Electrical cooperative

Sawnee EMC (SEMC; founded as Forsyth County EMC) is an electrical generation and transmission cooperative founded in July 1938 and based in Cumming, Georgia. As of 2022, Sawnee EMC is the third-largest electric co-op in Georgia and the eighth-largest in the United States; as of 2026 it operates 12,656 miles of power lines in seven counties: Cherokee, Dawson, Forsyth, Fulton, Gwinnett, Hall, and Lumpkin.
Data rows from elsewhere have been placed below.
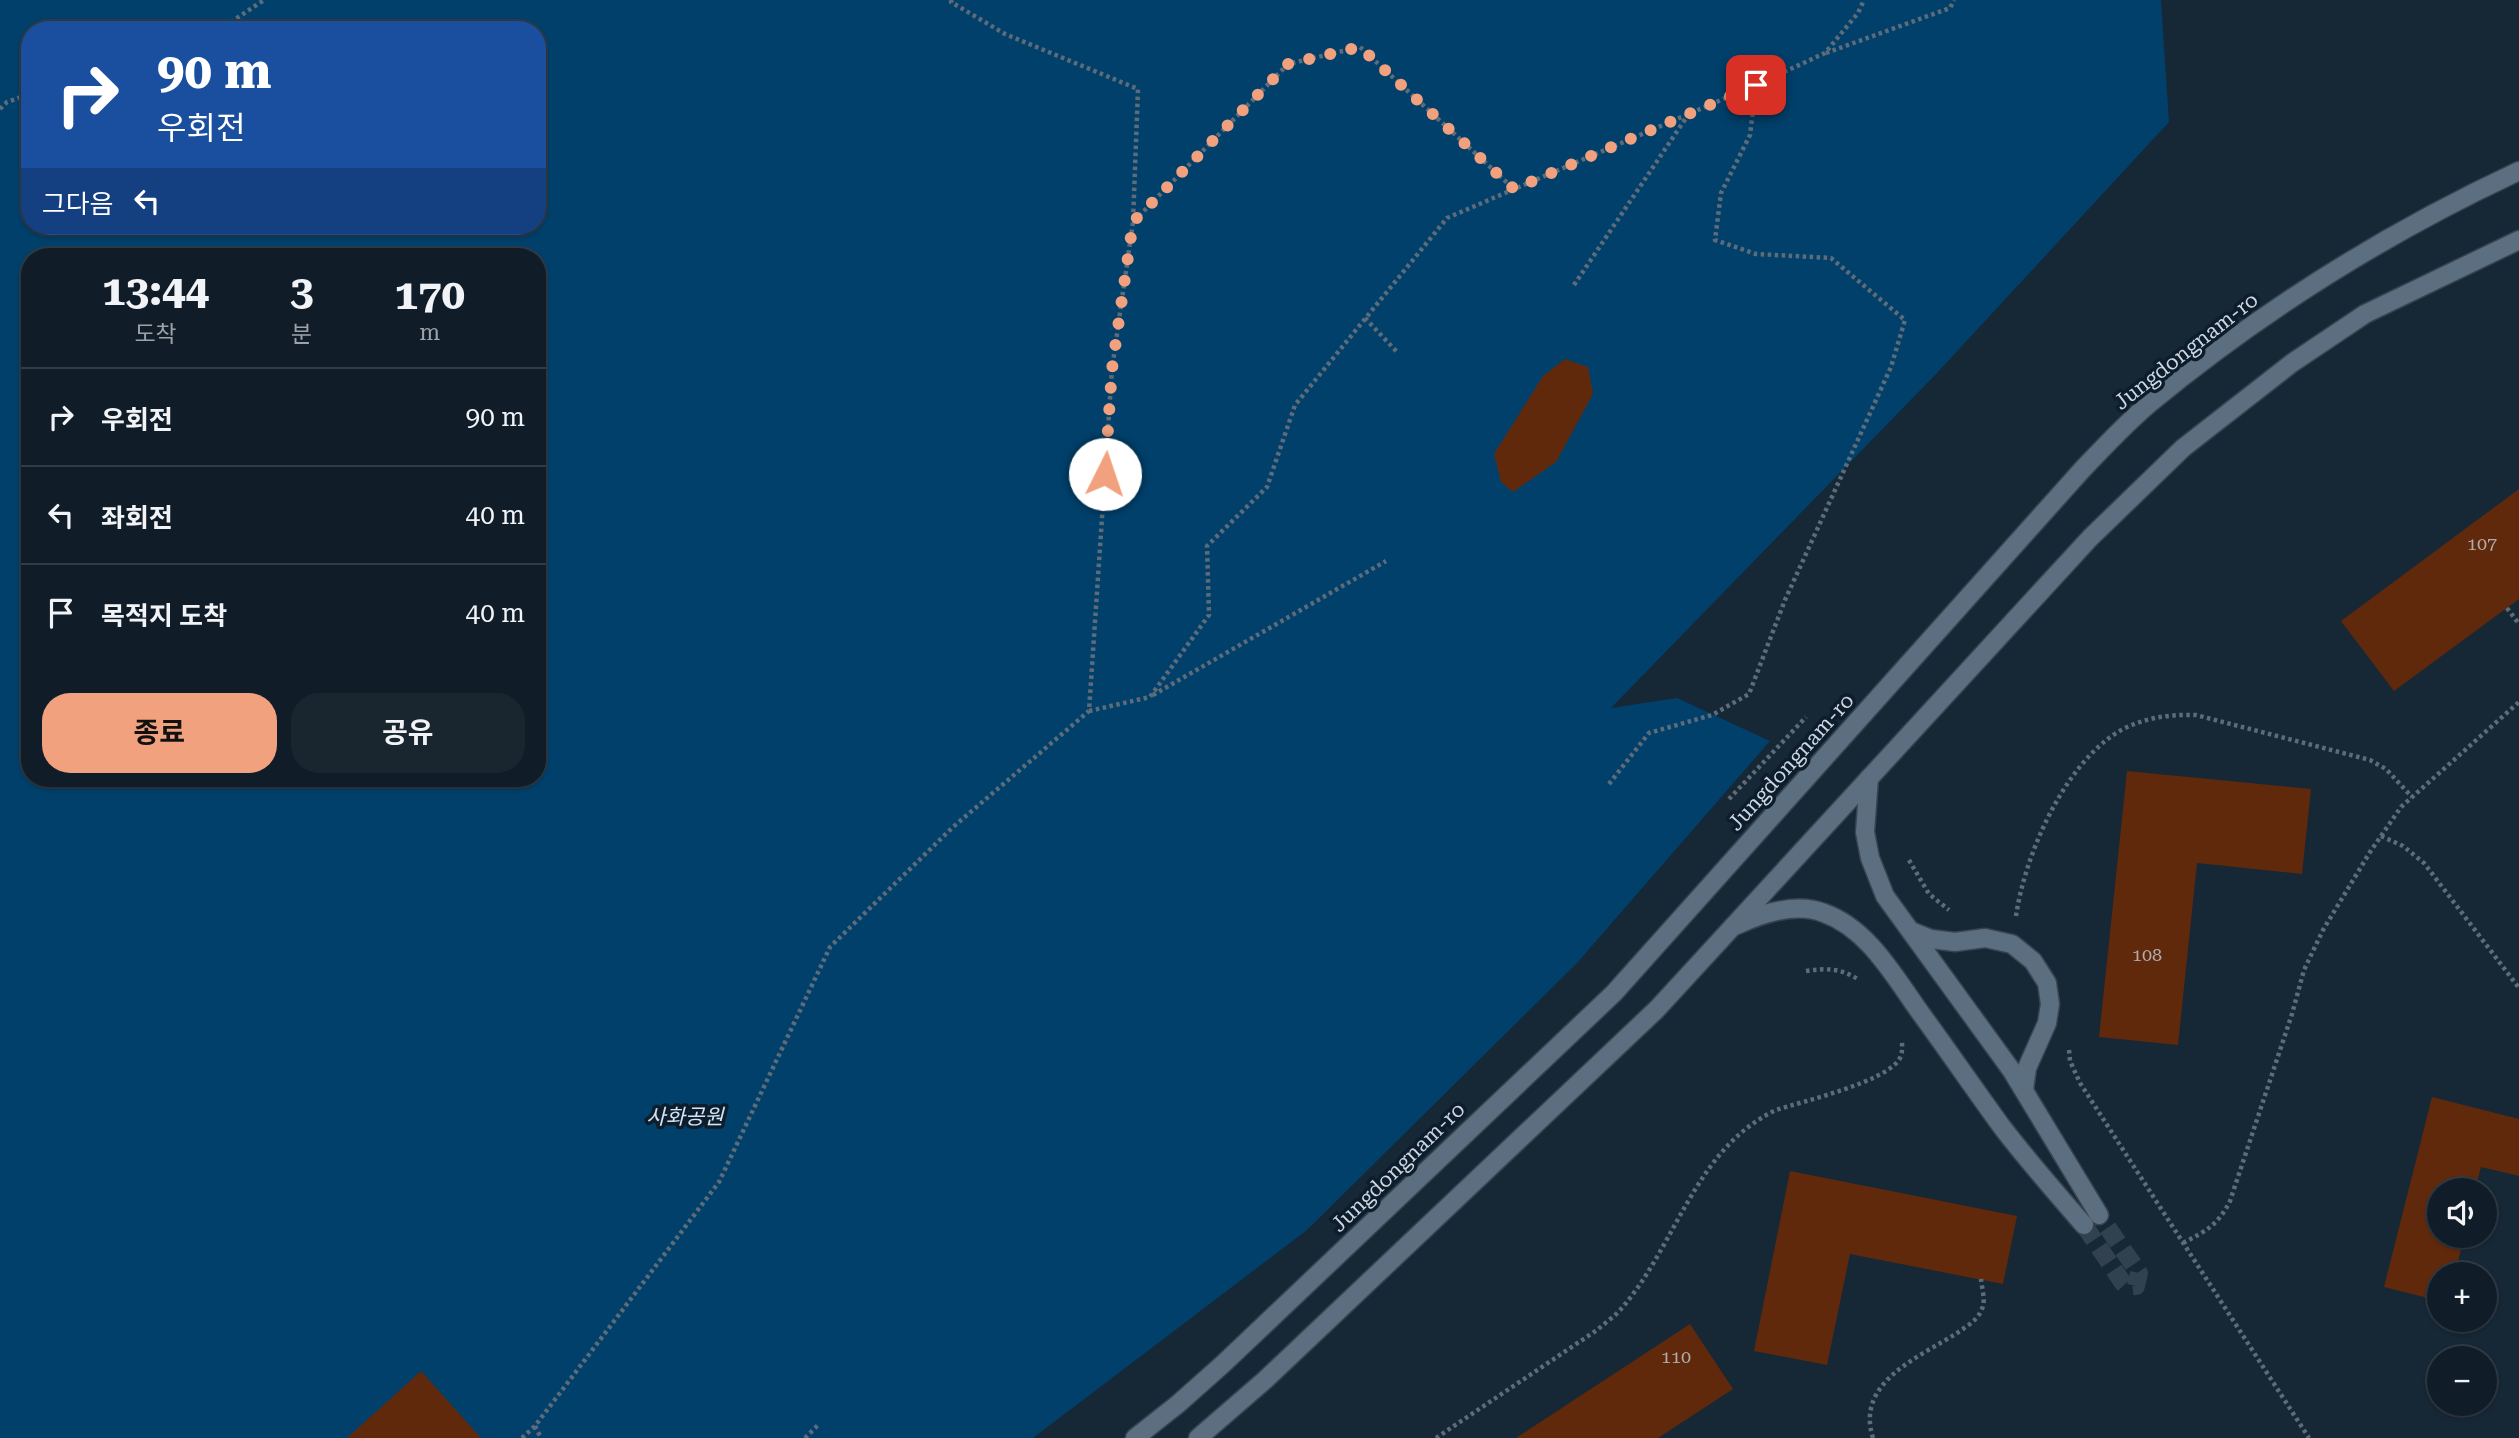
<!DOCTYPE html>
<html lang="ko">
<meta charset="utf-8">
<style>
body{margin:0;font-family:"Roboto Serif","Noto Sans KR",serif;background:#192630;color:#f1f3f6;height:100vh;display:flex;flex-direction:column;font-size:26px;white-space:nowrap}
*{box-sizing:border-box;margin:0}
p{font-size:23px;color:#9ca2a8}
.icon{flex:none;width:38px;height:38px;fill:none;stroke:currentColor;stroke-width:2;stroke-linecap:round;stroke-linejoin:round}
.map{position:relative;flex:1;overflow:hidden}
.drawer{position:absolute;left:21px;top:248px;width:525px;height:539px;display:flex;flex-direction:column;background:#101d28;border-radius:28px;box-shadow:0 2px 5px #0004,0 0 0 2px #303b45}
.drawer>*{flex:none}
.guide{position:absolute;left:21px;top:21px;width:525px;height:214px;border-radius:28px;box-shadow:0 2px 5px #0004,0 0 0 2px #303b45;background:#1a4fa0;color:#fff;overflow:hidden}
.buttons{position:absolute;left:2427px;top:1178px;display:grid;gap:14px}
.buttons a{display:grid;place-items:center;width:70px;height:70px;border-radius:50%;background:#101d28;box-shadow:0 2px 5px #0004,0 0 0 2px #303b45;font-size:35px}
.pin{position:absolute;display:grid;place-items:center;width:60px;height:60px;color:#fff;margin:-30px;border-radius:14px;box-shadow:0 4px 10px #0006}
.me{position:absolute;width:77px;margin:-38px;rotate:4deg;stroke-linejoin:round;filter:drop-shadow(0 0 5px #0008)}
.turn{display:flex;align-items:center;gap:24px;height:147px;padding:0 21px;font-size:32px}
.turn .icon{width:91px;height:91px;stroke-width:2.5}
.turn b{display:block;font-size:49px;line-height:60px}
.then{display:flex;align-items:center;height:66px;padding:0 21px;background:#0003;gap:14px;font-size:26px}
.eta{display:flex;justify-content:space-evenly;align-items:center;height:119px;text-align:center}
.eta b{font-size:42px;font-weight:700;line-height:49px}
.cta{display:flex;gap:14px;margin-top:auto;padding:14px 21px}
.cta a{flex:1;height:80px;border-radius:28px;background:#f1a17d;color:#111;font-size:28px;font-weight:700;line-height:80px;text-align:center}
.cta a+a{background:#192630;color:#f1f3f6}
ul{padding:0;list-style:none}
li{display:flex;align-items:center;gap:21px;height:98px;padding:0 21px;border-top:2px solid #303b45}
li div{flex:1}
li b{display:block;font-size:26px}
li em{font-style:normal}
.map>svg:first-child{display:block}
.green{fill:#00406b;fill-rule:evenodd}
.building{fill:#60290c}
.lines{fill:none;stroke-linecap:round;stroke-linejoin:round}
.minor-tunnel{stroke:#314150;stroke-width:18;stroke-dasharray:18 9;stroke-linecap:butt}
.minor-casing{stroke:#374450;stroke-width:21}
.path{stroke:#5e6c79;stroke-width:4.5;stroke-dasharray:3.5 3.5;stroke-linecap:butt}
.minor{stroke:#5c6f81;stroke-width:18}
.route{stroke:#f1a17d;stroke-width:12;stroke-dasharray:0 21.6}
.labels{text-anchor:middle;stroke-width:7;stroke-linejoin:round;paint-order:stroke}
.number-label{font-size:18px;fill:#b1acac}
.street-label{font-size:21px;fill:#ccd7e1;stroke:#0d1d2c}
.park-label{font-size:21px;font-style:italic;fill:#d3e4f4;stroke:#0d1d2c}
</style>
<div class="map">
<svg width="2519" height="1438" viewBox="0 0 2519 1438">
<rect width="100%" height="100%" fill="#162736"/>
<!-- green -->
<path class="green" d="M0,0H2161L2169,122L1937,373L1611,708L1677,698L1770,741L1577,963L1307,1230L1033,1438H0ZM30,30H537V226H30ZM30,257H537V779H30Z"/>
<!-- building -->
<g class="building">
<polygon points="1565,359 1588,367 1593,394 1556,462 1513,492 1501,482 1494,454 1543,376"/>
<polygon points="2519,489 2519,599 2394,691 2341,621"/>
<polygon points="2127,771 2311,789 2302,874 2197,863 2178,1045 2099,1037"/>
<polygon points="2432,1097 2519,1119 2519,1176 2481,1167 2475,1190 2440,1190 2440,1236 2464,1236 2455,1274 2440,1274 2440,1301 2384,1287"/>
<polygon points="1790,1171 2017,1216 2003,1284 1850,1254 1827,1365 1754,1351"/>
<polygon points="1690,1324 1733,1389 1658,1438 1516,1438"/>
<polygon points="421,1371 481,1438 347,1438"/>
</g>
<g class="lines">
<!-- minor-tunnel -->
<polyline class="minor-tunnel" points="2084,1225 2123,1283 2127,1287 2136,1286 2139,1273 2099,1215"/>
<defs>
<g id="minor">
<polyline points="1869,778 1865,832 1870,858 1885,896 2012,1071 2099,1215"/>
<path d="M1737,925C1763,913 1796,902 1824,913C1869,929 1895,978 1922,1015C1949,1052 1975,1090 2002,1127C2028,1161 2056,1193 2084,1225"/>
<polyline points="1911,931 1931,939 1955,942 1985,938 2012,944 2033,961 2047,983 2050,1004 2047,1023 2027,1068 2024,1090"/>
<path d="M1135,1438L1178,1404L1223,1364L1614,993L2081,471C2103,448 2125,424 2150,403C2263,310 2386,233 2519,171"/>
<polyline points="1198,1438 1265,1380 1657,1009 2090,538 2183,448 2292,363 2365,314 2519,240"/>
</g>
</defs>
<!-- minor casing -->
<use href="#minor" class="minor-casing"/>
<!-- path -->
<g class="path">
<polyline points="219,30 264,0"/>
<polyline points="1826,53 1950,8 1954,0"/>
<polyline points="0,109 7,102 30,94"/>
<polyline points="1134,221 1288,64 1360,47 1514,189"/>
<polyline points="1574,285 1688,115"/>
<polyline points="1365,318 1398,353"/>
<polyline points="2507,608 2519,624"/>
<polyline points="1153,695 1386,561"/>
<polyline points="1089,711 1150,697 1209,615 1207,546 1267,487 1295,405 1447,218 1756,85"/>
<polyline points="1609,784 1649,733 1712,715 1749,694 1785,600 1891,367 1905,320 1831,258 1756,254 1715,240 1721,193 1750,135 1756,85 1825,53 1858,13 1864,0"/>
<polyline points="1729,799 1806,717"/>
<polyline points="2381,836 2403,846 2424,863 2519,988"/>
<polyline points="1909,860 1929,894 1949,910"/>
<path d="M2016,916C2025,856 2060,775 2109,738C2134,719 2166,714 2196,715L2370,760L2386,769L2412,797"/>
<path d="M1806,971C1825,968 1842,968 1859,980"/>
<polyline points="2069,1050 2070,1061 2080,1083 2309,1438"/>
<path d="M2183,1243C2206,1231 2218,1225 2230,1201L2292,1014L2304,970L2323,930L2370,852L2401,807L2519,702"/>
<polyline points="535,1426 541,1438"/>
<polyline points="522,1438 535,1426 719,1182 830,947 953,827 1089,711 1112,369 1133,222 1138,89 1005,34 951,2 952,0"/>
<polyline points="805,1438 818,1425"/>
<path d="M1436,1438L1597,1330C1605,1323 1614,1317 1621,1309C1677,1245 1694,1149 1776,1110C1804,1101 1881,1083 1898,1061C1903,1055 1902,1048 1902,1040"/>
<path d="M1873,1438C1855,1382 1918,1358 1957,1333C1967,1326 1979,1320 1983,1306C1985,1299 1982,1288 1981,1279"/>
</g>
<!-- minor -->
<use href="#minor" class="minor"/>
</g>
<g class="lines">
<!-- route -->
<polyline class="route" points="1105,474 1112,369 1133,222 1288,64 1360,47 1514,189 1756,85"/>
</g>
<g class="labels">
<!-- number labels -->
<g class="number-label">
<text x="2482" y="550">107</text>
<text x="2147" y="961">108</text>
<text x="1676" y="1363">110</text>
</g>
<!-- street labels -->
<g class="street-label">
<text transform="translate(2186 351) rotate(-38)" y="7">Jungdongnam-ro</text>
<text transform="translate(1791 762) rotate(-48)" y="7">Jungdongnam-ro</text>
<text transform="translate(1398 1167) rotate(-44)" y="7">Jungdongnam-ro</text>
</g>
<!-- park labels -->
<g class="park-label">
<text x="685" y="1124">사화공원</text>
</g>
</g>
</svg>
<div class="buttons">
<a><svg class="icon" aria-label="sound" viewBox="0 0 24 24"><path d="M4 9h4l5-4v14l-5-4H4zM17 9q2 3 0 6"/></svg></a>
<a>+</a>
<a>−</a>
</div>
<div class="pin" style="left:1756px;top:85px;background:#d93025"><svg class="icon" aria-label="arrive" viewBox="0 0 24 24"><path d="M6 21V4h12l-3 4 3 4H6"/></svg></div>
<svg class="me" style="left:1105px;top:474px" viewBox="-20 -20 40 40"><circle r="19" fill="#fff"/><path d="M0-13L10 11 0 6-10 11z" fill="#f1a17d"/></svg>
<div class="guide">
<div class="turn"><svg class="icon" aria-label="right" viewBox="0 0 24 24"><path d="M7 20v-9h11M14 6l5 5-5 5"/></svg><div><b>90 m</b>우회전</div></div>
<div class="then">그다음<svg class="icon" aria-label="left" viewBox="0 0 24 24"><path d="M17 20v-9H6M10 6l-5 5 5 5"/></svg></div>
</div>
<section class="drawer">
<div class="eta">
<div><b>13:44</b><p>도착</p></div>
<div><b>3</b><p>분</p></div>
<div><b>170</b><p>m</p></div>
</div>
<ul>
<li><svg class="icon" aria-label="right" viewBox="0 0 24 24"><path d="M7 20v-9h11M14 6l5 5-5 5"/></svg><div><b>우회전</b></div><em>90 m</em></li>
<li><svg class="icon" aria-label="left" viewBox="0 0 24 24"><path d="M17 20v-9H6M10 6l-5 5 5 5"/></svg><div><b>좌회전</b></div><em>40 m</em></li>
<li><svg class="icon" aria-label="arrive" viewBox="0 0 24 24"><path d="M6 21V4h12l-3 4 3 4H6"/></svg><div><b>목적지 도착</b></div><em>40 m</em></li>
</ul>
<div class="cta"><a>종료</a><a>공유</a></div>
</section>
</div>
Sawnee is a member of the National Rural Electric Cooperative Association and Touchstone Energy.

As of 2026, Michael Goodroe is the president and CEO of Sawnee EMC.

== History ==
After the Rural Electrification Administration was created in 1935, the Forsyth County Electric Membership Corporation was incorporated on July 16, 1938, and the co-op began providing electricity to about 750 homes via 163 miles of power lines on June 22, 1939. Forsyth County EMC changed its name to Sawnee EMC in August 1950, taking its name from nearby Sawnee Mountain. In 1974, Sawnee EMC was one of the dozens of Georgia-based EMCs that founded Oglethorpe Power, and Sawnee was similarly a founding member of the renewables-focused Green Power EMC in 2001.

=== Domain name incident ===
In May 2024, Sawnee advised customers to switch from www.sawnee.com to www.sawnee.coop following a cyber security incident.

== Board of directors ==
Sawnee EMC's board of directors as of 2026 is composed of nine elected members:

| Name | District and position |
|---|---|
| Marshall Millwood | District 2 |
| Adrian Flack | District 3 |
| Gary Porter | District 4; vice-chairman |
| Tim Heard | District 6; chairman |
| Rodney Reese | District 9 |
| Terry Mathi | District 7 |
| Donna Yost | District 8 |
| Larry Evans | District 5 |
| Roger Coker | District 1; secretary-treasurer |

== Foundation ==
Sawnee EMC operates the Sawnee Electric Membership Foundation, which donates to schools and charities in its service area. Since 2003, the foundation has given out $3.8 million.